Note 1.   Nature of Business and Significant Accounting Policies

Nature of business:

The accompanying consolidated financial statements include the accounts of Electro-Sensors, Inc. and its wholly owned subsidiaries, ESI Investment Company and Senstar Corporation. Senstar has no operations. Intercompany accounts, transactions and earnings have been eliminated in consolidation. The consolidated entity is referred to as “the Company”.

Electro-Sensors, Inc. operates two distinct businesses. The first is the Controls Division, which manufactures and markets a complete line of speed monitoring and motor control systems for industrial machinery. The Controls Division utilizes leading-edge technology to continuously improve its products and make them easier to use. The Controls Division’s goal is to manufacture the industry-preferred product for every market served. These products are sold through an internal sales staff, manufacturer’s representatives, and distributors to a wide variety of manufacturers, OEM’s and processors to monitor process machinery operations. The Controls Division markets its products to a number of different industries located throughout the United States and abroad.

The second business is AutoData Systems (ADS). ADS designs and markets a desktop software based system that reads hand printed characters, checkmarks and bar code information from scanned or faxed forms. ADS products are designed to provide capabilities to automate data collection and are sold by internal sales staff to end users, resellers and developers in the United States, Canada, Europe and Asia.

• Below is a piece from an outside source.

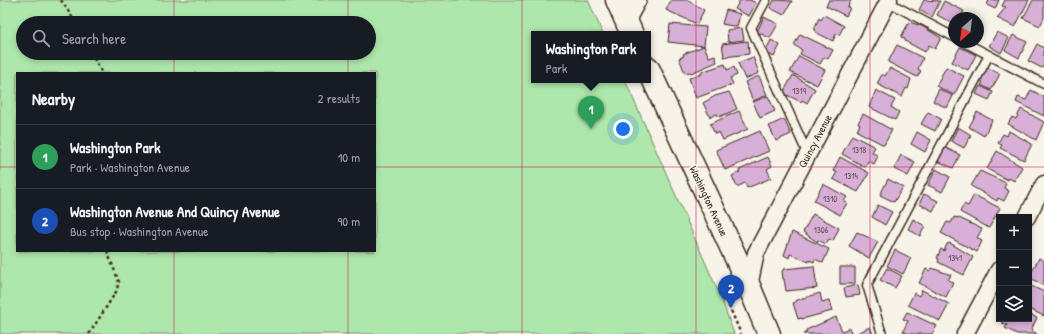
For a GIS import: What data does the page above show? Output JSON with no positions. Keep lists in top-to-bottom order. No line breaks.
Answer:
{"streets":{"main road":["Washington Avenue"],"street":["Quincy Avenue"]},"crossings":[["Quincy Avenue","Washington Avenue"]],"house_numbers":["1319","1318","1314","1310","1306","1341"],"north":"bottom left","page":{"search":"Search here","popup":["Washington Park","Park"],"heading":["Nearby","2 results"],"pins":["1","2"],"list":[{"mark":"1","name":"Washington Park","note":"Park · Washington Avenue","value":"10 m"},{"mark":"2","name":"Washington Avenue And Quincy Avenue","note":"Bus stop · Washington Avenue","value":"90 m"}],"map_buttons":["+","−"]}}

In addition, through its subsidiary ESI Investment Company, the Company periodically makes strategic investments in other businesses and companies, primarily when the Company believes that such investments will facilitate development of technology complementary to the Company’s products. Although ESI, through its subsidiary ESI Investment Company, invests in other businesses or companies, ESI does not intend to become an investment company and intends to remain primarily an operating company. The Company’s primary investments are 569,615 shares of August Technology Corporation and 551,759 shares of PPT Vision, Inc. The PPT Vision investment is accounted for under the equity method of accounting. See Note 2 for additional information regarding its investments. The Company’s investments in securities are subject to normal market risks.

Significant accounting policies of the Company are summarized below:

Use of estimates

The preparation of financial statements in conformity with accounting principles generally accepted in the United States of America requires management to make estimates and assumptions that affect the amounts reported in the financial statements and accompanying notes. Actual results could differ from those estimates.

Cash and cash equivalents

The Company considers all highly liquid debt instruments purchased with a maturity of three months or less to be cash equivalents. Cash equivalents are carried at cost plus accrued interest which approximates fair value.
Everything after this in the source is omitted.